Indian Journal of Occupational and Environmental Medicine, Vol. 12, No. 3, September-December, 2008, pp. 107-111

Review Article

Neopterin: Biomarker of cell-mediated immunity and potent usage as biomarker in silicosis and other occupational diseases

Pingle Shubhangi K, Tumane Rajani G, Jawade Aruna A

National Institute of Miner's Health, JNARDDC Campus, Nagpur
Correspondence Address:Research Officer, National Institute of Miners' Health, JNARDDC Campus, Wadi, Nagpur - 440 023, moti_gore@yahoo.com

Code Number: oe08029

Abstract

Neopterin is regarded as an early biomarker of the cellular immune response. This low molecular mass compound belongs to the class of pteridine and is a metabolite of guanosine triphosphate, which is produced by the activated macrophages and dendritic cells after stimulation with γ-interferon. An international group acknowledges the fact that the levels of serum neopterin can be used as a marker of the effect of exposure to silica and other occupational diseases. The determination of neopterin is an innovative tool for monitoring diseases associated with the activation of cell-mediated immunity.

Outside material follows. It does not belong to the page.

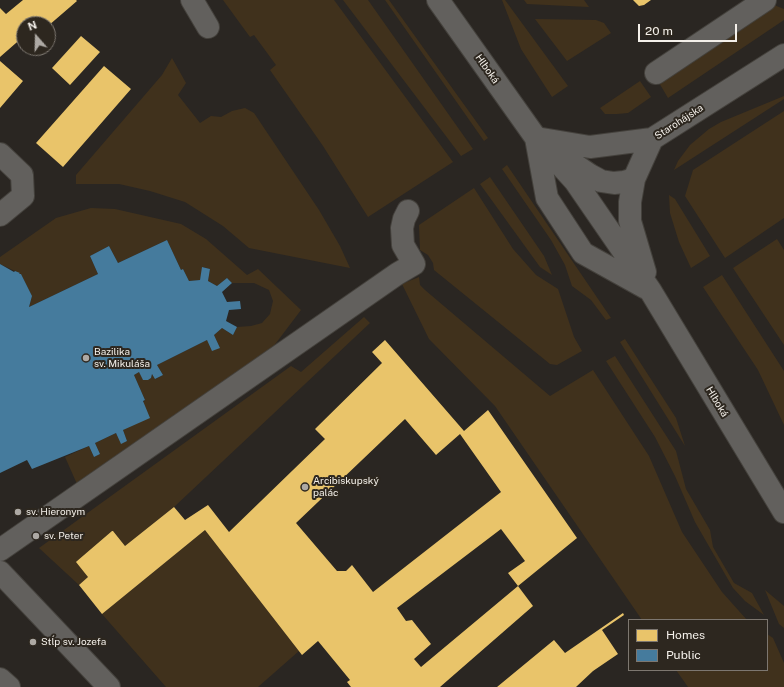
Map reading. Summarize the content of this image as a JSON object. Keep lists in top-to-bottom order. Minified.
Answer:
{"streets":{"street":["Hlboká","Starohájska"]},"crossings":[["Hlboká","Starohájska"]],"places":["Bazilika sv. Mikuláša","Arcibiskupský palác","sv. Hieronym","sv. Peter","Stĺp sv. Jozefa"],"legend":["Homes","Public"],"scale_bar":"20 m","north":"top"}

Keywords: Biomarker, cell-mediated immunity, γ-interferon, neopterin, silicosis, tryptophan degradation

Introduction

Neopterin [D-erythro-6-(1′,2′,3′-trihydroxypropyl)-pterin]^[1] is known to be in equilibrium with 7,8-dihydroneopterin, and the presence of a high concentration of both oxidized and reduced forms of pteridin may be associated with oxidative stress. Silica is one of the most documented contaminants of the work place. Long-term occupational exposure to silica is associated with an increased risk for respiratory diseases such as silicosis, tuberculosis, chronic bronchitis, chronic obstructive pulmonary disease and lung cancer.^[2] Furthermore, a variety of immune dysfunction-related diseases have been reported in the silicotic individual. Preliminary studies indicating an enhanced level of autoantibody and several cytokines reflect an involvement of the immune system in the pathogenesis of silicosis and the resulting complication as an early and valuable marker of cellular immunity.^[2] Neopterin levels can be used as a marker of the effect of exposure to silica.^[3]

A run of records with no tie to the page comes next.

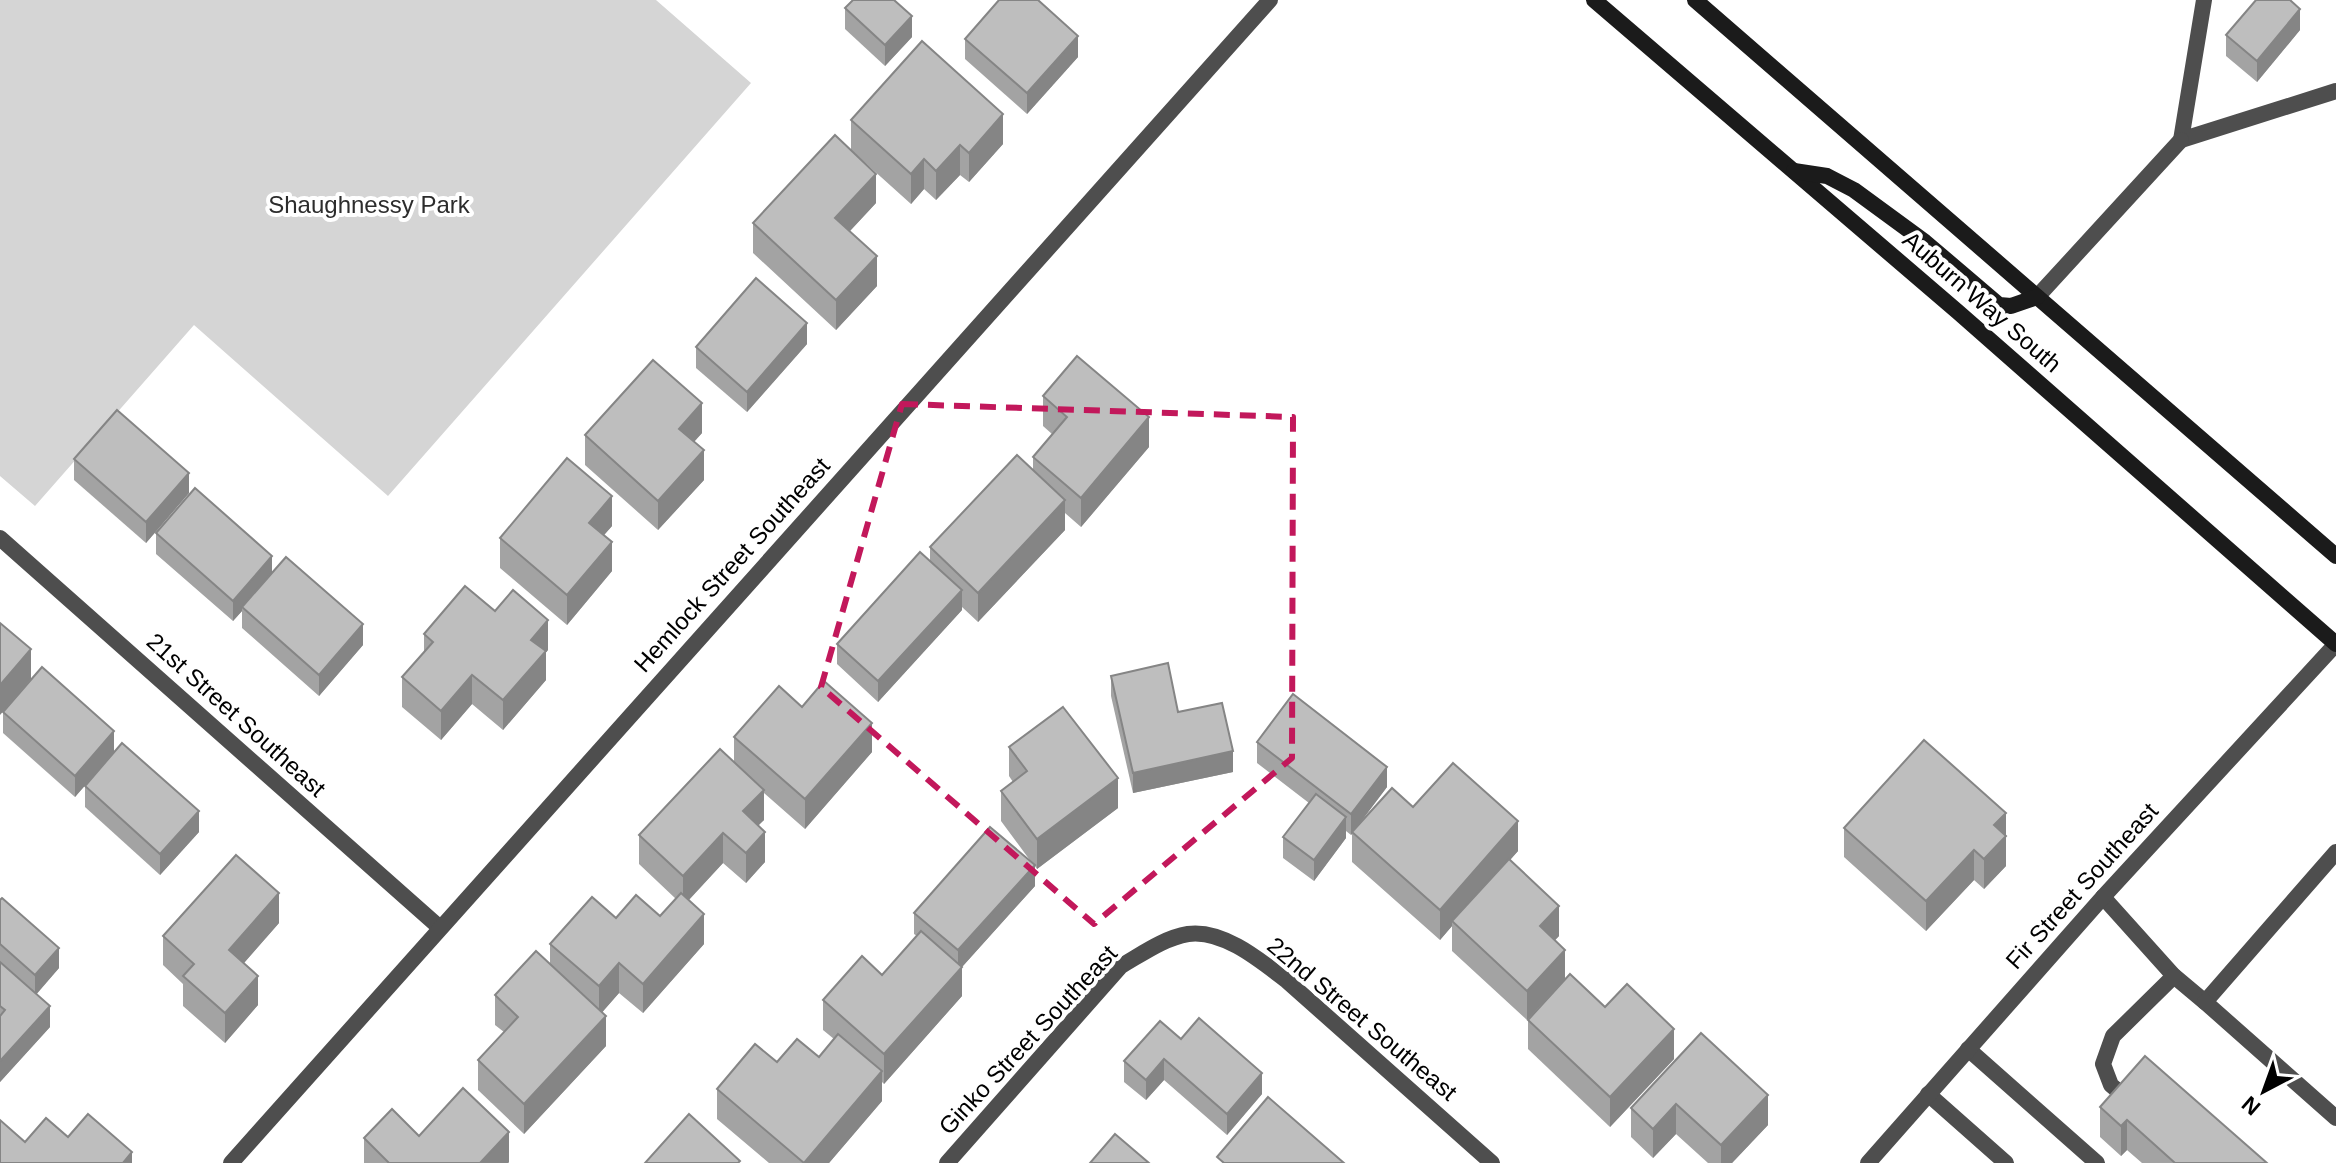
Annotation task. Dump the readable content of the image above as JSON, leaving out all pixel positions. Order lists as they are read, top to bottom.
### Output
{
  "streets": {
    "main road": ["Auburn Way South"],
    "street": [
      "Hemlock Street Southeast",
      "21st Street Southeast",
      "Fir Street Southeast",
      "22nd Street Southeast",
      "Ginko Street Southeast"
    ]
  },
  "crossings": [
    ["Auburn Way South", "Fir Street Southeast"],
    ["Hemlock Street Southeast", "21st Street Southeast"],
    ["22nd Street Southeast", "Ginko Street Southeast"]
  ],
  "parks": ["Shaughnessy Park"],
  "north": "bottom left"
}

Neopterin is pyrazino-pyrimidine compound of molecular weight 253 D belonging to the class of pteridines. Pteridine is a chemical compound of fused pyrimidine and pyrizine rings. A pteridine is a group of heterocyclic compounds containing a wide variety of substitutions in this structure.^[4] Pterins and flavins are a class of substituted pteridines that have important biological activities.^[4] It is produced by guanosine triphosphate (GTP) via γ-interferon (INF-γ) following the activation of T cells. Neopterin concentration increase in the urine or blood reflects the activation of cellular immunity and an endogenous release of INF-γ.^[5] This review focuses on the clinical utility of measuring the neopterin levels in inflammatory diseases and the potential functions of neopterin as a mediator and modulator in the course of inflammatory and infectious processes. In vitro studies reveal that neopterin derivatives exhibit distinct biochemical effects, most likely via interactions with reactive oxygen or nitrogen intermediates, thereby affecting the cellular redox state.^[5] Neopterin enhances the cytotoxic potential of the activated macrophages (AC) and the dendritic cells (DC). In vivo, a strong correlation was obtained between the neopterin levels and the disease severity, progression and outcome of infections with inflammatory disease. The influence of neopterin derivatives on the cellular metabolism may provide an explanation for these clinical observations.

Mechanism of Neopterin Activation

Neopterin is derived from GTP and is produced by stimulated macrophages under the influence of INF-γ of lymphocyte origin. Cleavage of GTP by GTP-cyclohydrolase I results in neopterin, yielding 7,8-dihydroneopterin triphosphate, which is a joint precursor of dihydroneopterin, neopterin, tetrahydrobiopterin, a necessary cofactor of aromatic amino acid monooxygenase, and nitric oxide synthases (NOS). Human monocytes/macrophages are the unique source to produce an excess of neopterin derivatives at the rate of 5, 6, 7, 8-tetrahydrobiopterin,^[6] which results as a comparably low activity of 6-pyrovoyltetrahydropterin synthase, which is the first enzyme in the conversion of 7,8-dihydroneopterin triphosphate to tetrahydrobiopterin.^[7] On activation of the cellular immunity, IFN-γ induces GTP-cyclohydrolase I and also stimulates the enzyme indoleamine (2, 3)-dioxygenase (IDO) in various cells.^[8],[9] In tryptophan catabolism, N-formyl-kynurenine, the first intermediate, is formed in response to IDO within the biosynthetic pathway of nicotinamide dinucleotide. To monitor the activation status of IDO and of cellular immunity, determination of kynurenine and tryptophan concentrations has proven to be a sensitive estimate both in vivo and in vitro^[10],[11] [Figure - 1].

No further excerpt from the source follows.